**WHAT YOU NEED TO DO**
Copy the lines below that contain "restore".

**RECORDS PROVIDED**
*** Block opens ***
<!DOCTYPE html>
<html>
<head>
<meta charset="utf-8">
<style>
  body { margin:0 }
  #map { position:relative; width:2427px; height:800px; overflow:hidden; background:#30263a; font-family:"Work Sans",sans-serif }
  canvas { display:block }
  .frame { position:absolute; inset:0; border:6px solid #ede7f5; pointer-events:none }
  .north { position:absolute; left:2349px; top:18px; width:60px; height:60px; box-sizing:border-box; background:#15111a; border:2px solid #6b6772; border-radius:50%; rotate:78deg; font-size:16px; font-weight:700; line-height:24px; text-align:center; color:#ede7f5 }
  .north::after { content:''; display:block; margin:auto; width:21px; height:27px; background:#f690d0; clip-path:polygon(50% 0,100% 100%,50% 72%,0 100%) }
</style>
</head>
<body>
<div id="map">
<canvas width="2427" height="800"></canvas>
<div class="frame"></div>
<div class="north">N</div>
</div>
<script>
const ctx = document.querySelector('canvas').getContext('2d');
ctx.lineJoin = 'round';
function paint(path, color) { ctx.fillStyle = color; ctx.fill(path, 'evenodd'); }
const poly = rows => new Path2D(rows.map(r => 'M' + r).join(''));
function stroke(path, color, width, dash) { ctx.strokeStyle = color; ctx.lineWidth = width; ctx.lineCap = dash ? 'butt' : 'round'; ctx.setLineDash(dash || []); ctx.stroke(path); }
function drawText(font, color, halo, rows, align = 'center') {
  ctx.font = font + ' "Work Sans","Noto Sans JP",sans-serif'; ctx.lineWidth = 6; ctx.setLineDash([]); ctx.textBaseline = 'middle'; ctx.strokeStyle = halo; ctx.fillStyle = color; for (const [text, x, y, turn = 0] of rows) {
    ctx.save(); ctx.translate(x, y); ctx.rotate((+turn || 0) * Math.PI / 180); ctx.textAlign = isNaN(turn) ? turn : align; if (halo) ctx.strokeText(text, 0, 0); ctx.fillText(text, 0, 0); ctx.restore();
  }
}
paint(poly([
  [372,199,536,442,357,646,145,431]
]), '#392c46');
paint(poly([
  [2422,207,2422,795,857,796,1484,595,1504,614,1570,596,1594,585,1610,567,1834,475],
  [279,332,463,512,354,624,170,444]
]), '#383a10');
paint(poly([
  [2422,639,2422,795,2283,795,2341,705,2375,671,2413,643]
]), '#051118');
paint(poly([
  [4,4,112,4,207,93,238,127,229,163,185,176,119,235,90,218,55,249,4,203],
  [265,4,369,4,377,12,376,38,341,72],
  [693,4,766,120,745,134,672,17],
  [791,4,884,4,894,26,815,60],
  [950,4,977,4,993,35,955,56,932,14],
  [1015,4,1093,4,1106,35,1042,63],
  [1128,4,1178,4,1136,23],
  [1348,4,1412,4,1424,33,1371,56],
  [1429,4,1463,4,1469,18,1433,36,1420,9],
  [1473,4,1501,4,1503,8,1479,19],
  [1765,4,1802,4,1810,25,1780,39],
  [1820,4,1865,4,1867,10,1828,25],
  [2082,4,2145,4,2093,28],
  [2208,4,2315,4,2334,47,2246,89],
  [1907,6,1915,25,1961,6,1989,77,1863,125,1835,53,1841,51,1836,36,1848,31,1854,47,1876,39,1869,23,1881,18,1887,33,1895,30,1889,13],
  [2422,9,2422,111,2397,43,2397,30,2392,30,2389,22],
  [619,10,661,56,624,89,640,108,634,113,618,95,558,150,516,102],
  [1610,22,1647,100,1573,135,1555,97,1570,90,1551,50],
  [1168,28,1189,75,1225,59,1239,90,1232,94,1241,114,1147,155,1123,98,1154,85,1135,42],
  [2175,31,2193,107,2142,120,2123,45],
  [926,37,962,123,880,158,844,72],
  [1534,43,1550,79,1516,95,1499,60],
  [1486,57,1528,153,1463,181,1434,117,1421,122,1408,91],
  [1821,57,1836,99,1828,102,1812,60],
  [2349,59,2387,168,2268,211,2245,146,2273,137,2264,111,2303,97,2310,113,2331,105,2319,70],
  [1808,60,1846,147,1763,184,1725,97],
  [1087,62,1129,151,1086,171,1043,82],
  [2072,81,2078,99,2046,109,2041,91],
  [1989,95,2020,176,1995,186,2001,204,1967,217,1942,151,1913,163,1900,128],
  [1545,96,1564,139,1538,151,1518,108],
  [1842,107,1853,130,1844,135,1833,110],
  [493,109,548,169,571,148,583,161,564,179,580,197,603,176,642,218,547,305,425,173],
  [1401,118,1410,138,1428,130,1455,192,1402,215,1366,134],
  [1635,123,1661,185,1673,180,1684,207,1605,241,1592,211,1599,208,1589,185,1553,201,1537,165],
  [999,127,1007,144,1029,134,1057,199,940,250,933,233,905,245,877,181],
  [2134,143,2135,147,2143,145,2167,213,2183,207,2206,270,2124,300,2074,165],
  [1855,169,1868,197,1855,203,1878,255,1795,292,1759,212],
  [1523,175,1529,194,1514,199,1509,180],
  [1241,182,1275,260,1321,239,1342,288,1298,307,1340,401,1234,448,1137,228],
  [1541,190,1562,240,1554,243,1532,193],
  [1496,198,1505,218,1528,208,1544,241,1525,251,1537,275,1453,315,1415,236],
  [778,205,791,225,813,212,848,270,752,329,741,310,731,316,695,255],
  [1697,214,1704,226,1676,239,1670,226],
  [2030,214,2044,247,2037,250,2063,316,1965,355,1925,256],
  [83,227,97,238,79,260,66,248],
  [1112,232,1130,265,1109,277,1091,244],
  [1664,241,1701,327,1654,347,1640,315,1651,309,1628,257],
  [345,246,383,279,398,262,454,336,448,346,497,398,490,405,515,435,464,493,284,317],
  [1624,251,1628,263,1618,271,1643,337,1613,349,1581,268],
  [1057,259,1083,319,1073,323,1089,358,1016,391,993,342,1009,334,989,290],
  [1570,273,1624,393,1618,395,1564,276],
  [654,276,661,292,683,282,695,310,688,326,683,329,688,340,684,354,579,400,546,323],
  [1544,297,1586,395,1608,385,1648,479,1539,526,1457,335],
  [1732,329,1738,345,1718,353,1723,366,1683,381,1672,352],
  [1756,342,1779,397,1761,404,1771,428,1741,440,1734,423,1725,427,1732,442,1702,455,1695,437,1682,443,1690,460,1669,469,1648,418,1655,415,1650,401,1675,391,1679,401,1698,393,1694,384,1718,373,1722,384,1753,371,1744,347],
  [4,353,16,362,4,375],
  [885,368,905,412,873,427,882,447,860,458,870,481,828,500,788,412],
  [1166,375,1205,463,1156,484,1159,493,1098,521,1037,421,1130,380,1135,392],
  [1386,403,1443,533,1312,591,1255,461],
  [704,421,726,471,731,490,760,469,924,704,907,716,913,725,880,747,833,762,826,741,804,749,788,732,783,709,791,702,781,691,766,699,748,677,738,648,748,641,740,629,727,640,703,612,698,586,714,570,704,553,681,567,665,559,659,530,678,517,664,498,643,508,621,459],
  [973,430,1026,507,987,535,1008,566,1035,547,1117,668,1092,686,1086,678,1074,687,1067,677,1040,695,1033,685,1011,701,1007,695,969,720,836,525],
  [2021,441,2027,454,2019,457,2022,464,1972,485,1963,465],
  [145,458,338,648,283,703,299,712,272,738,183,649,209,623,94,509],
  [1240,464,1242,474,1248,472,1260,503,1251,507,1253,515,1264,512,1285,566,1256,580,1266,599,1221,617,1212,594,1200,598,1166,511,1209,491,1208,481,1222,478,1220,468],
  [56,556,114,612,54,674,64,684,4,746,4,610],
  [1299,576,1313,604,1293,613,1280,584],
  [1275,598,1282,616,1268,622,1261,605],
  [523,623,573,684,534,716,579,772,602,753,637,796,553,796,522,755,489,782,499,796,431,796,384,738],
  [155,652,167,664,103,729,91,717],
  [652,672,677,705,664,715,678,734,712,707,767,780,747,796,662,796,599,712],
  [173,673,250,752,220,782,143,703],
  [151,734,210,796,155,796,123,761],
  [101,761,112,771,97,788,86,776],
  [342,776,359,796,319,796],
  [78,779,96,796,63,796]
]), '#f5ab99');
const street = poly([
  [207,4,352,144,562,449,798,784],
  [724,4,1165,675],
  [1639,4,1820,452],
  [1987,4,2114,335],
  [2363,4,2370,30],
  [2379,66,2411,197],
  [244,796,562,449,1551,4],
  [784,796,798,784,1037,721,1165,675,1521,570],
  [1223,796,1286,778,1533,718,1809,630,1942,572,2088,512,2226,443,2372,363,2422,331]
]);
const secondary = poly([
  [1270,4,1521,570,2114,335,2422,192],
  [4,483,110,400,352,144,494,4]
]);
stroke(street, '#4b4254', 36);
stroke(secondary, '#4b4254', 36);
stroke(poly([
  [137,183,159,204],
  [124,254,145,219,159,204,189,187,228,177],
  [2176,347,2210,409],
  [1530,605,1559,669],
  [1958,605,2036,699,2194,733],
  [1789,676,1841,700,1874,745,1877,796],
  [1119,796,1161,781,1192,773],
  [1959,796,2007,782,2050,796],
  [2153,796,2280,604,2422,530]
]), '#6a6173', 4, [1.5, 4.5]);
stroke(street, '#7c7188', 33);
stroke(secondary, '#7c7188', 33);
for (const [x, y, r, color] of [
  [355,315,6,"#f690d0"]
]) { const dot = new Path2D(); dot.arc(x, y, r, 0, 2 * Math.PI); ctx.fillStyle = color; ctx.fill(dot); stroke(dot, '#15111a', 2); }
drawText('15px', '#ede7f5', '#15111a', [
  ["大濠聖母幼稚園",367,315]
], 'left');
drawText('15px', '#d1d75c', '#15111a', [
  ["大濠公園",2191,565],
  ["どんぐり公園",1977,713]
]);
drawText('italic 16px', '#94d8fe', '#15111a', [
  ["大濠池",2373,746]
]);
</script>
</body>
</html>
*** Block closes ***
*** Block opens ***
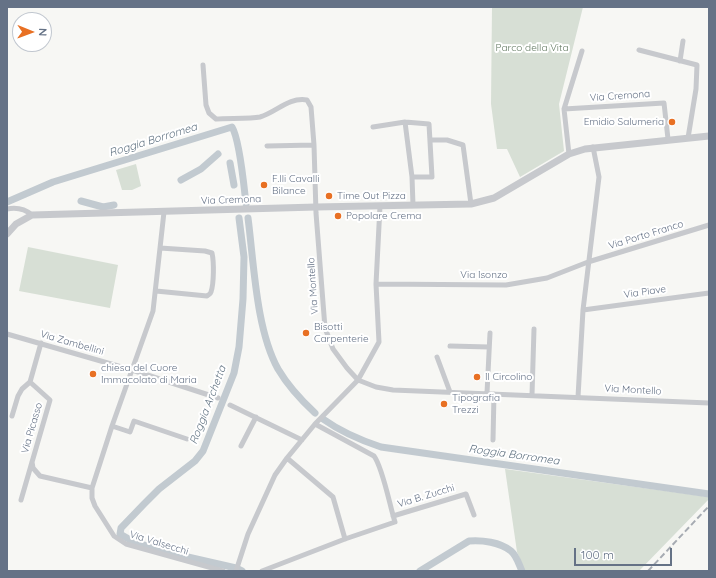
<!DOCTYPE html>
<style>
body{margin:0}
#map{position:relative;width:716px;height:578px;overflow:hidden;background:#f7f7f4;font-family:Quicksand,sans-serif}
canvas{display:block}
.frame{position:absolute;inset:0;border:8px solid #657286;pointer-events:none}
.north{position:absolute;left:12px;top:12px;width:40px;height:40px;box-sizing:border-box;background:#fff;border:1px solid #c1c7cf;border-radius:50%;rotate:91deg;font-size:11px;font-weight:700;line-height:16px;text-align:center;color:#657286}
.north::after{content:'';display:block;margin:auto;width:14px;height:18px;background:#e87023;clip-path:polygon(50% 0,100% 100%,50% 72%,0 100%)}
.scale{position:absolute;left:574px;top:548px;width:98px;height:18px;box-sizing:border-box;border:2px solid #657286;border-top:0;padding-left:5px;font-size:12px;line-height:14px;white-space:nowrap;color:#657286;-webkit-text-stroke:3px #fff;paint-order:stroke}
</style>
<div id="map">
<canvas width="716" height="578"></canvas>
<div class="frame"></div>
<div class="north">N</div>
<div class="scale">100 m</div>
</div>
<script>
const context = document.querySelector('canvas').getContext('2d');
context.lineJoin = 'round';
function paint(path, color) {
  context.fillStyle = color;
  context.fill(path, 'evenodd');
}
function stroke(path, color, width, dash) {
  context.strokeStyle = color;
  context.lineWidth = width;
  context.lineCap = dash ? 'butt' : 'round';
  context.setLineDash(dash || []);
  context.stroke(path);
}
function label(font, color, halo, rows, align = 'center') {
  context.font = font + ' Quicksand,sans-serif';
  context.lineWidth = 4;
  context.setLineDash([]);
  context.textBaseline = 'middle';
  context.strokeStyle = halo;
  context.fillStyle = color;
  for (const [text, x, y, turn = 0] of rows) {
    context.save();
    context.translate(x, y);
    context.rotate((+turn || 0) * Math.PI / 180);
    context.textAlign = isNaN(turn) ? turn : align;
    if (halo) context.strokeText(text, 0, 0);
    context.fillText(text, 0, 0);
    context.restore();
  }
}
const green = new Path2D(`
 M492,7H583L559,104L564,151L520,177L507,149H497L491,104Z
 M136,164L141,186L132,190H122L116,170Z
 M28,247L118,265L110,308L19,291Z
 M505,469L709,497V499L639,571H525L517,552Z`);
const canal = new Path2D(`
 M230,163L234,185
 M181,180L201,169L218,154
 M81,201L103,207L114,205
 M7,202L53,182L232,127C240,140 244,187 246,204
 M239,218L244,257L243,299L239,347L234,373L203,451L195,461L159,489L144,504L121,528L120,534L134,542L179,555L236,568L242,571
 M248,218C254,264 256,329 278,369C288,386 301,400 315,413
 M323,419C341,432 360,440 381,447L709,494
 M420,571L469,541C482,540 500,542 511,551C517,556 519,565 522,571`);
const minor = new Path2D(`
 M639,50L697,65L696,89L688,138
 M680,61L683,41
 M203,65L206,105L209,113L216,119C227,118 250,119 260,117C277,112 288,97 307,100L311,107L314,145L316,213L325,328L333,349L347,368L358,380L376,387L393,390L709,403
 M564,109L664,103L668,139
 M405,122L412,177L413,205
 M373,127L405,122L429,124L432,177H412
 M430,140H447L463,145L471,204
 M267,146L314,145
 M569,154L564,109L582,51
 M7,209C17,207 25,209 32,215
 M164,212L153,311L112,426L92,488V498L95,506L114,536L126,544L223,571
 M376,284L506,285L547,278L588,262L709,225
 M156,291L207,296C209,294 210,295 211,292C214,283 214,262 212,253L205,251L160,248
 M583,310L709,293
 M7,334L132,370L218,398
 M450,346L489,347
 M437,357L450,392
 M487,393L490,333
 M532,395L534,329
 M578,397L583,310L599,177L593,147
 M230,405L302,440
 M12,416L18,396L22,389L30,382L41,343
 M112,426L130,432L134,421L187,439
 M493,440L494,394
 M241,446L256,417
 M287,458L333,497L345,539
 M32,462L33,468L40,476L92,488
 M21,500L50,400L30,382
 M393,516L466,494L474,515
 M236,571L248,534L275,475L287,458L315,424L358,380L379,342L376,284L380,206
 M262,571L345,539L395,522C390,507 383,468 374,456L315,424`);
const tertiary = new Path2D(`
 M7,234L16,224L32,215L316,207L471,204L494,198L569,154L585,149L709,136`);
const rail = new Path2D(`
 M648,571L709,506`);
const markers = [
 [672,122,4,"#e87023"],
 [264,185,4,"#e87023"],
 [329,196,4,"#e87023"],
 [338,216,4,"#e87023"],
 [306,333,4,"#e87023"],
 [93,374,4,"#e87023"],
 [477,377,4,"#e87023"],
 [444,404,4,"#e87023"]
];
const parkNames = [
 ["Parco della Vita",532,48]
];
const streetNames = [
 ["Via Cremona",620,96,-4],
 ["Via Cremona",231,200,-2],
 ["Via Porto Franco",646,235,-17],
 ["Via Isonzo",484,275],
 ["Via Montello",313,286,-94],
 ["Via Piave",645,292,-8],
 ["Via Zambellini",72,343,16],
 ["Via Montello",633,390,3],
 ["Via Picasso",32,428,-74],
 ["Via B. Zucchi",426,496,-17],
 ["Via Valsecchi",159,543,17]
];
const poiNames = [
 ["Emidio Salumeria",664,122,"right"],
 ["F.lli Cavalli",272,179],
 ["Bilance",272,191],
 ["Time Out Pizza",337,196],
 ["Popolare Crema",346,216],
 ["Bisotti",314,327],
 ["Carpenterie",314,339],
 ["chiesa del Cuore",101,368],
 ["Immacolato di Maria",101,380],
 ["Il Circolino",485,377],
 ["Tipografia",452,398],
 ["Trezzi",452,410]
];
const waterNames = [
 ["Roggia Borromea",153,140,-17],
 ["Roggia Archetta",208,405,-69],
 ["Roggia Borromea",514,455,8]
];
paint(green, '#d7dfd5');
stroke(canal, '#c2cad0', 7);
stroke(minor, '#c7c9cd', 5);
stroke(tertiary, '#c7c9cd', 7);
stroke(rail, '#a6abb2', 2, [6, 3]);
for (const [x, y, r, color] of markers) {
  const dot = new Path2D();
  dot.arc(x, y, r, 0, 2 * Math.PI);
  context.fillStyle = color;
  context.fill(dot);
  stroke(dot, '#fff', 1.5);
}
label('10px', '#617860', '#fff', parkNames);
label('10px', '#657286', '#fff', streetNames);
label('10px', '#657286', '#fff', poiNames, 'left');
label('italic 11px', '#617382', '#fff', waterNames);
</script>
*** Block closes ***
**WORKED SOLUTION**
    ctx.save(); ctx.translate(x, y); ctx.rotate((+turn || 0) * Math.PI / 180); ctx.textAlign = isNaN(turn) ? turn : align; if (halo) ctx.strokeText(text, 0, 0); ctx.fillText(text, 0, 0); ctx.restore();
    context.restore();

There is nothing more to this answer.